Avec les normes des autres missions

Il est utile de se rappeler comment d'autres peuples ont été évangélisés. Inspirés par ce que Pie XI a dit aux missionnaires, ils insistent sur le fait qu'il s'agit de leur transmettre l'Évangile et rien de plus : "Nous ne devons pas exiger comme condition de leur incorporation au christianisme que les païens s'européanisent, nous ne devons pas leur demander plus qu'ils ne peuvent donner. Nous devons être patients et savoir recommencer aussi souvent que nécessaire". (p. 159). Parfois, il faudra attendre la deuxième ou la troisième génération. Les bidonvilles ne sont pas plus faciles à convertir que les vieux villages. 

En outre, "L'homme de notre temps est malade, malade au plus profond de sa nature. Pour prétendre que premièrement ils doivent être guéris afin de puis les convertir au christianisme nous semble une méthode quelque peu semi-pélagienne. Ils ne seront guéris (du moins l'homme moyen) que par le christianisme, et être guéri permettra au christianisme de développer tous ses effets". (pp. 175-176). "Nous insistons sur le fait que le christianisme de nos convertis n'est pas toujours complet. Il est encore trop humain, trop imprégné de l'enthousiasme des débuts. Néanmoins, les preuves de l'action de la grâce sont encore reconnaissables. Ce n'est pas le christianisme des fidèles, c'est le christianisme d'un catéchumène, un grain merveilleux qui promet une récolte, mais ce n'est qu'un grain". (p. 176).

Conclusion

Dans la conclusion, ils critiquent l'individualisme contre-nature et la domination de l'argent dans la vie moderne. Mais vous ne pouvez pas attendre pour évangéliser que les choses s'améliorent. Les premiers chrétiens ont également évangélisé les esclaves. 

"Nous ne nous faisons pas d'illusions. Le but ultime n'est pas de convertir le prolétariat, mais de le supprimer, mais c'est la tâche de toute la Cité. Nous n'essayons pas seulement d'amener les masses au Christ, mais de faire en sorte qu'elles cessent d'être des masses non formées". (268).

Et ensuite ?

Cette mission a suscité une vague de générosité authentiquement chrétienne, notamment chez de nombreux prêtres et jeunes. De nombreux prêtres sont partis avec les déportés français dans les camps de travail forcé en Allemagne pour les accompagner. D'autres ont formé des communautés dans les quartiers ouvriers. 

L'influence intense du communisme, à partir de la fin des années 1940, avec son mysticisme fou, sa propagande et sa manipulation flagrante des institutions, a désorienté de nombreuses aspirations chrétiennes, les détournant vers des options purement politiques et révolutionnaires.

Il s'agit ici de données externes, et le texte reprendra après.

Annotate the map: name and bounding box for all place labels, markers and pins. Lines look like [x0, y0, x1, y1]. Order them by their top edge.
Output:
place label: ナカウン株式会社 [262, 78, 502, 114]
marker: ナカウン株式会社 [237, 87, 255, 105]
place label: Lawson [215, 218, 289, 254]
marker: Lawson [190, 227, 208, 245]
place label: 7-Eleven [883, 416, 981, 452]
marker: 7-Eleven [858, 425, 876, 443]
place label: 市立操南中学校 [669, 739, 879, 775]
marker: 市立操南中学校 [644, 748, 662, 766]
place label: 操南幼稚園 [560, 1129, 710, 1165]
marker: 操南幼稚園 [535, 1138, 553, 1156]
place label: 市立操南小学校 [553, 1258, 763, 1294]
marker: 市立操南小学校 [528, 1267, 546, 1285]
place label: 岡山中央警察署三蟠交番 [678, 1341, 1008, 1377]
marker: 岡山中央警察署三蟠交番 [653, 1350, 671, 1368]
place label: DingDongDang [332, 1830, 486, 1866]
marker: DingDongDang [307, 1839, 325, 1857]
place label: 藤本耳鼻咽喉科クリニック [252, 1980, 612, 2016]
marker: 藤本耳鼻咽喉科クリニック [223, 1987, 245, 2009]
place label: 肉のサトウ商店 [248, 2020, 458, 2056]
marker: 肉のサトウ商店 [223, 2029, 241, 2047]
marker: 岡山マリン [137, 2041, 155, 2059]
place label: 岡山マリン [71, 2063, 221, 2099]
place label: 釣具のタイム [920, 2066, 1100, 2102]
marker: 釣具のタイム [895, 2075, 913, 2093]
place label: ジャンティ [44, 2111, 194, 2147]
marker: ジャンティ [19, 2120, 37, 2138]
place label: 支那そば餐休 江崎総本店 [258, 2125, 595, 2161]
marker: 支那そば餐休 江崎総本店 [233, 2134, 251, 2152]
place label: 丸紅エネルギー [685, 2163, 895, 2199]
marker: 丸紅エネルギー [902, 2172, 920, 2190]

Comme un symbole, en 1969, la JOC prend un virage vers la lutte des classes, intégrant Che Guevara et Mao comme modèles. Cela a tout déformé et détourné. 

Tout ce qui reste, c'est le témoignage de tant de personnes qui se sont sacrifiées pour faire le bien. Et, au lendemain de l'ouragan communiste, les mêmes inspirations saines du début. Le prolétariat, comme le souhaitaient les auteurs, a disparu avec le progrès (et non avec le communisme), même si la marginalisation demeure. L'évangélisation est plus nécessaire aujourd'hui qu'hier, mais pas pour les bidonvilles, mais pour la société dans son ensemble. Nous devons aller vers eux, comme l'a dit le cardinal Suhard à l'époque, et comme le répète le pape François aujourd'hui.